Eric Cole did everything but win a PGA Tour title in a remarkable rookie campaign and while prodigious Swede Ludvig Aberg could well pip him to the 2023 Rookie of the Year award, the 35-year-old Californian would be a worthy winner in any other year.
As his age suggests, success has not been immediate for Cole, who was forced to grind out a living on mini-tour circuits before finally realising his ambition of becoming a PGA Tour member when finishing third in the 2022 Korn Ferry Tour Championship.
Since then, Cole's career has taken off - he's risen from 426th in the world at the beginning of the 2022-23 season to 41st at the start of the 2024 campaign, which will earn him an invite to all four Majors.
He picked up seven top-ten finishes last season, including an agonising playoff defeat in the Honda Classic and another runner-up finish behind runaway Zozo winner Collin Morikawa, and it would come as no surprise if he sheds his maiden tag this season.
The Coody twins, Pierceson and Parker, have long been touted as future stars and both could easily have made this list although it could be the former who has the more successful 2024 campaign.
Born into golfing royalty as the grandsons of 1971 Masters champion Charles Coody, both twins locked up 2024 PGA Tour cards via the Korn Ferry Tour with Pierceson winning titles at the Panama Championship and the Price Cutter Charity Championship.
A crisp ball-striker, Coody's game has been described as PGA Tour-ready and while he'll be keen to improve his consistency, the Texan has already demonstrated an ability to handle the step up with a 14th-place finish at the Arnold Palmer Invitational.
The 2023 campaign of the aforementioned Aberg laid out a blueprint for a college star to make an immediate PGA Tour impact and Gordon Sargent could well do the same should he decide to turn professional later this season.
Sargent, the world no.1 amateur, has wrapped up PGA Tour playing rights via the University Accelerated program but he is not eligible to accept his membership until the end of May and there is a chance he will remain in college for an additional year.
However, the lure of the PGA Tour is likely to prove too strong and Sargent, who hits the ball a mile off the tee, has shown himself capable of competing in elite company by making the cut at the US Open and the John Deere Classic in four 2023 starts.
You've got to be good to win on professional debut and that's exactly what Adrian Dumont de Chassart did when prevailing in a playoff at the Korn Ferry Tour's BMW Charity Pro-Am.

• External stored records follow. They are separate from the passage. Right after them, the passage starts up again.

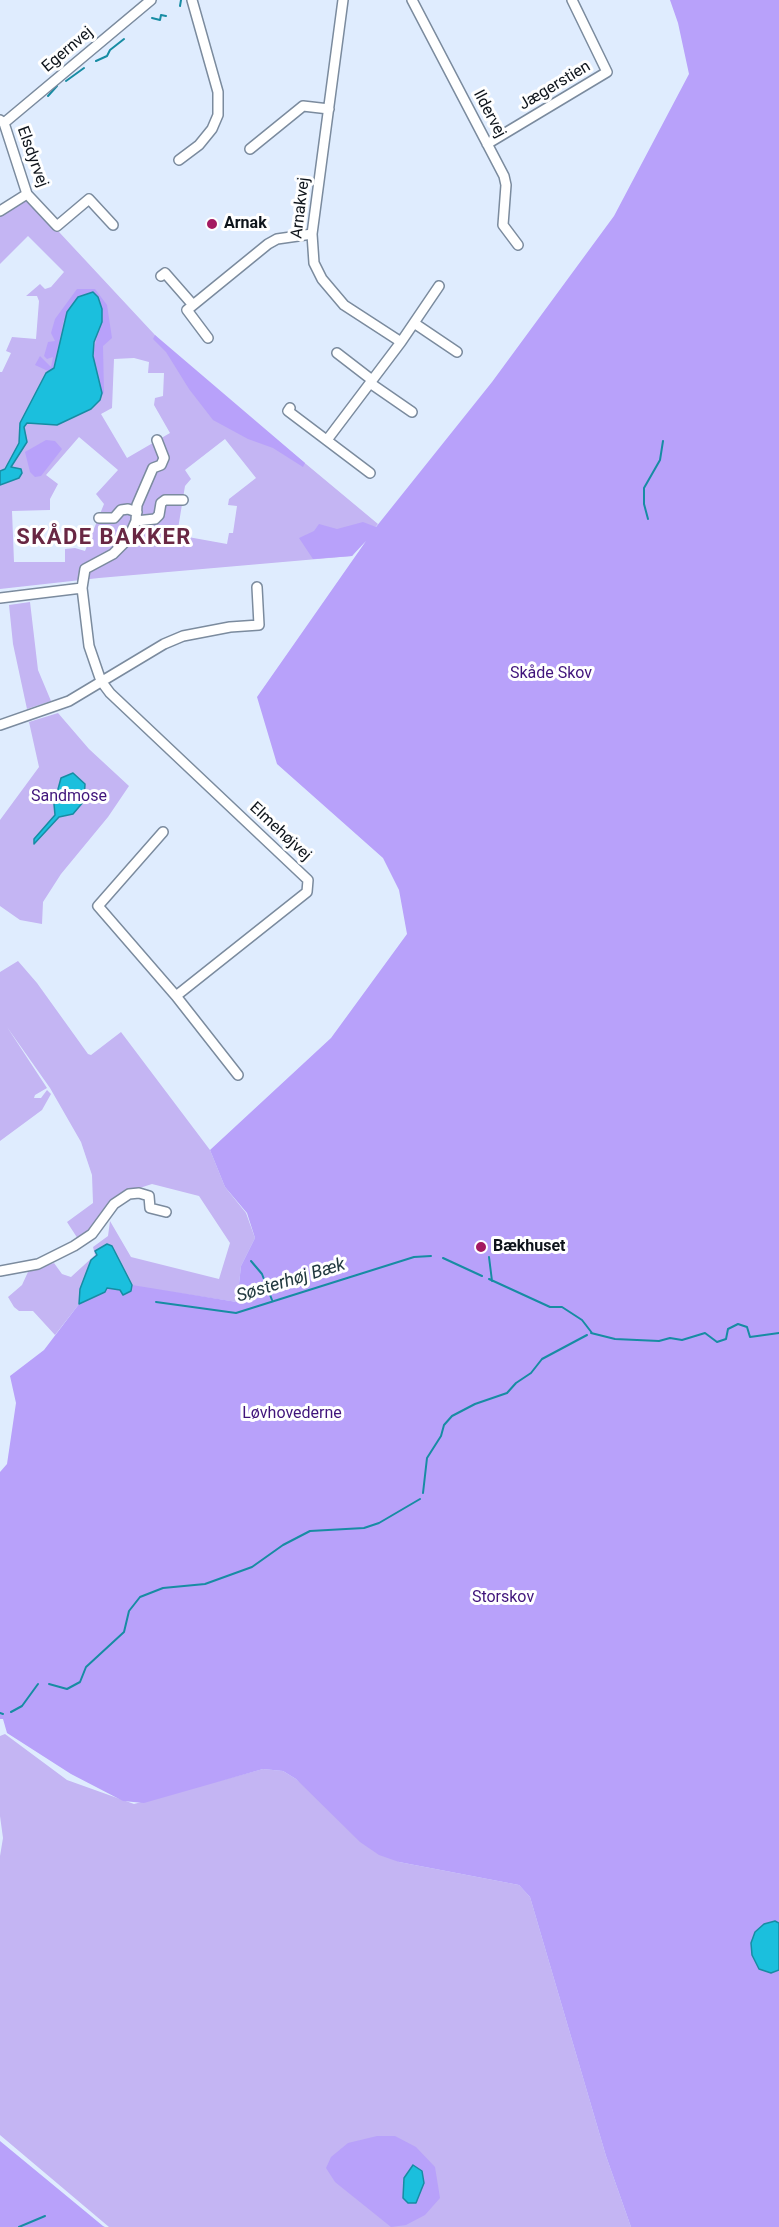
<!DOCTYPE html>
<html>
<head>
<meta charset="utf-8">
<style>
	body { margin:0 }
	canvas { display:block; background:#dfecfe }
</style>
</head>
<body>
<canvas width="779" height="2227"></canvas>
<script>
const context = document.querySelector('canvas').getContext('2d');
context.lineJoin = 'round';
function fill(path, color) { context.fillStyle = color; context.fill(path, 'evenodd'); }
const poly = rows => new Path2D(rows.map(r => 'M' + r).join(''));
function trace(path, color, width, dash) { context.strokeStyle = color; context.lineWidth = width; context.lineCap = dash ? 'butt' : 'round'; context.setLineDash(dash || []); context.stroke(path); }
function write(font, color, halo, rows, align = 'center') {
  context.font = font + ' Roboto,sans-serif'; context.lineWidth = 6; context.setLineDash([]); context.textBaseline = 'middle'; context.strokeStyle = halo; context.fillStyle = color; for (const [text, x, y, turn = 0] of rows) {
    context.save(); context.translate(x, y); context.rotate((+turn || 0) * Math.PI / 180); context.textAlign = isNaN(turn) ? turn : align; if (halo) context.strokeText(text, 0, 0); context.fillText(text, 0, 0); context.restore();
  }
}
fill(poly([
	[23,199,32,203,168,349,378,524,352,556,99,578,0,589,0,372,2,372,11,353,6,351,12,337,36,339,39,301,37,296,26,296,40,284,45,289,51,287,64,272,28,236,0,264,0,212],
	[134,358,149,362,148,373,164,373,163,396,155,398,154,405,170,433,127,458,101,414,112,408,114,359],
	[79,437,118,470,96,494,104,504,85,551,75,548,65,549,65,562,14,562,12,511,50,510,50,499,58,484,46,475],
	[225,439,256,478,229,499,228,505,237,506,233,533,229,533,227,544,177,535,185,486,191,479,185,470],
	[30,602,38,670,51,701,27,709,13,644,9,605],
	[58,713,89,749,129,786,108,817,61,874,43,902,42,924,20,920,0,906,0,820,39,767,29,722],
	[18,961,37,983,88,1054,91,1055,121,1032,210,1150,225,1187,246,1213,255,1238,241,1266,237,1302,132,1286,128,1295,79,1304,55,1335,33,1311,19,1311,14,1307,8,1297,22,1285,28,1272,54,1263,62,1274,71,1277,95,1255,93,1247,108,1236,110,1221,131,1257,219,1279,230,1243,199,1196,152,1184,118,1195,94,1227,78,1239,67,1222,93,1203,92,1175,81,1142,50,1088,7,1027,47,1088,35,1095,34,1098,41,1098,47,1090,51,1094,42,1110,0,1141,0,972],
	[5,1734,67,1780,134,1804,263,1769,283,1771,296,1779,399,1862,519,1885,530,1897,606,2156,631,2227,109,2227,0,2135,0,1856,3,1838,0,1816,0,1736]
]), '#c4b5f3');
fill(poly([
	[670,0,779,0,779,2227,631,2227,606,2156,530,1897,519,1885,399,1862,379,1855,360,1842,296,1779,283,1771,263,1769,144,1803,123,1801,71,1774,7,1733,3,1719,0,1719,0,1472,7,1464,16,1403,10,1376,44,1350,79,1304,105,1292,107,1288,131,1291,132,1285,237,1302,241,1266,255,1238,247,1213,225,1187,210,1150,331,1038,407,934,399,890,383,858,277,764,257,697,366,541,352,556,313,559,299,538,314,531,319,524,337,529,363,522,376,527,492,382,614,216,689,74,678,23],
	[77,289,95,289,107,305,112,338,103,346,104,392,100,400,102,393,93,356,102,309,98,297,64,320,53,370,48,371,35,365,40,356,51,367,53,357,47,359,44,356,48,342,55,341,51,333,55,319],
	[155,335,305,463,303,467,273,448,248,439,213,420,189,389,166,352,153,339],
	[46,440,55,441,62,449,41,476,35,477,30,472,25,452],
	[377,2136,395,2136,416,2147,435,2167,440,2198,425,2215,406,2225,391,2227,335,2182,326,2168,331,2157,348,2143],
	[0,2141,103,2226,105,2227,0,2227]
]), '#b8a1fa');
const water = poly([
	[93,292,98,297,102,309,102,322,94,342,93,356,102,393,100,400,91,409,57,425,27,423,24,427,27,442,11,467,21,469,22,473,19,478,0,485,0,471,5,469,19,443,20,423,46,373,54,368,67,312,78,297,93,292],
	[73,773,85,784,84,801,73,814,59,817,34,844,34,839,55,815,54,804,61,778,73,773],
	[107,1244,112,1246,132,1285,131,1291,123,1295,120,1290,107,1288,105,1292,79,1304,80,1289,91,1260,97,1255,95,1251,107,1244],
	[775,1921,779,1923,779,1970,771,1973,759,1969,752,1955,751,1943,755,1932,764,1924,775,1921],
	[413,2165,422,2171,424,2183,416,2203,408,2203,403,2198,404,2178,413,2165]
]);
fill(water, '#1bbfdd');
trace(water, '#178ca3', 1.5);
trace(poly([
	[180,6,181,0],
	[152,18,160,20,161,15,166,16],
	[96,61,107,56,110,50,124,39],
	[66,81,84,68],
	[48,96,57,86],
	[648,519,644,504,644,488,660,460,663,441],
	[489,1257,492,1281],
	[443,1258,482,1276],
	[251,1261,262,1274,272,1300],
	[489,1279,550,1307,562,1307,582,1320,592,1333],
	[156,1302,236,1313,414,1257,431,1256],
	[591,1333,615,1339,659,1341,670,1338,682,1340,705,1333,717,1342,726,1339,728,1329,738,1324,747,1327,750,1337,779,1333],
	[423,1493,427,1458,441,1436,444,1425,452,1416,475,1404,507,1393,516,1383,531,1373,542,1359,587,1335],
	[49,1684,67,1689,80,1682,86,1667,124,1632,129,1611,140,1597,163,1588,205,1584,252,1567,283,1545,310,1531,364,1528,379,1523,420,1499],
	[11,1712,22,1706,38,1684],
	[0,1713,3,1714],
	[19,2227,45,2216]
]), '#178ca3', 2);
const minor = poly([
	[343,0,312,234,314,263,322,279,344,305,401,342,439,286],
	[412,0,504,176,506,185,503,225,518,245],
	[0,120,4,123,27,194,57,226,89,199,113,225],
	[4,123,151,0],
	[487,144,607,72,572,0],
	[250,149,303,106,329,109],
	[179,160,199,145,212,129,218,115,218,92,192,0],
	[0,211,27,194],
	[161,276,165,273,193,305],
	[414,323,457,352],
	[208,338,187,310,268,244,277,239,312,234],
	[337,353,372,380],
	[370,383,412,412],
	[290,408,288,411,370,473],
	[327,440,401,342],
	[99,518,114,518,121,510,128,509,137,512],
	[136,521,155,519,159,515,161,503,165,500,183,500],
	[82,588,85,569,113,554,128,539,136,521,137,505,153,468,161,465,164,458,157,440],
	[0,598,82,588,89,646,101,681,110,693,308,880,307,892,176,996,98,906,163,832],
	[0,725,69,701,164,644,183,636,230,627,259,625,257,587],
	[176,996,238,1075],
	[0,1271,38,1264,74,1246,92,1234,114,1204,129,1194,139,1193,149,1196,150,1208,166,1212]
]);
trace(minor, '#7b8b9e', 12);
trace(minor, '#fff', 9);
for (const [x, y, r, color] of [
	[212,224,6,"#a41a61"],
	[481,1247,6,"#a41a61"]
]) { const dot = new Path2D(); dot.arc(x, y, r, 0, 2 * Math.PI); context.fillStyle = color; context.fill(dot); trace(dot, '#fff', 2); }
write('16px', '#0e141b', '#fff', [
	["Egernvej",68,50,-40],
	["Jægerstien",555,86,-31],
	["Ildervej",489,114,62],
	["Elsdyrvej",32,157,70],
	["Arnakvej",301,208,-83],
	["Elmehøjvej",280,832,43]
]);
write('bold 16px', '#0e141b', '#fff', [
	["Arnak",224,224],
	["Bækhuset",493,1247]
], 'left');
write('16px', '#40147b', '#fff', [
	["Skåde Skov",551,674],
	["Sandmose",69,797],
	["Løvhovederne",292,1414],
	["Storskov",503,1598]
]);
write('italic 18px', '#21393f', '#fff', [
	["Søsterhøj Bæk",291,1281,-17]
]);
context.letterSpacing = '1.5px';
write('bold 22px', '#692743', '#fff', [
	["SKÅDE BAKKER",104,538]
]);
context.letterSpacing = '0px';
</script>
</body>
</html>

Another college star who reached the top ten of the amateur rankings, Belgian ace Dumont de Chassart would then prove that his performance was no fluke by finishing second, eighth, sixth, seventh and tenth in his next five Korn Ferry Tour starts, prompting some to call for his unlikely inclusion in the European Ryder Cup team.
His form tailed off towards the end of the KFT season but the 23-year-old Walloon looks a real talent who could soon make a name for himself among the big boys.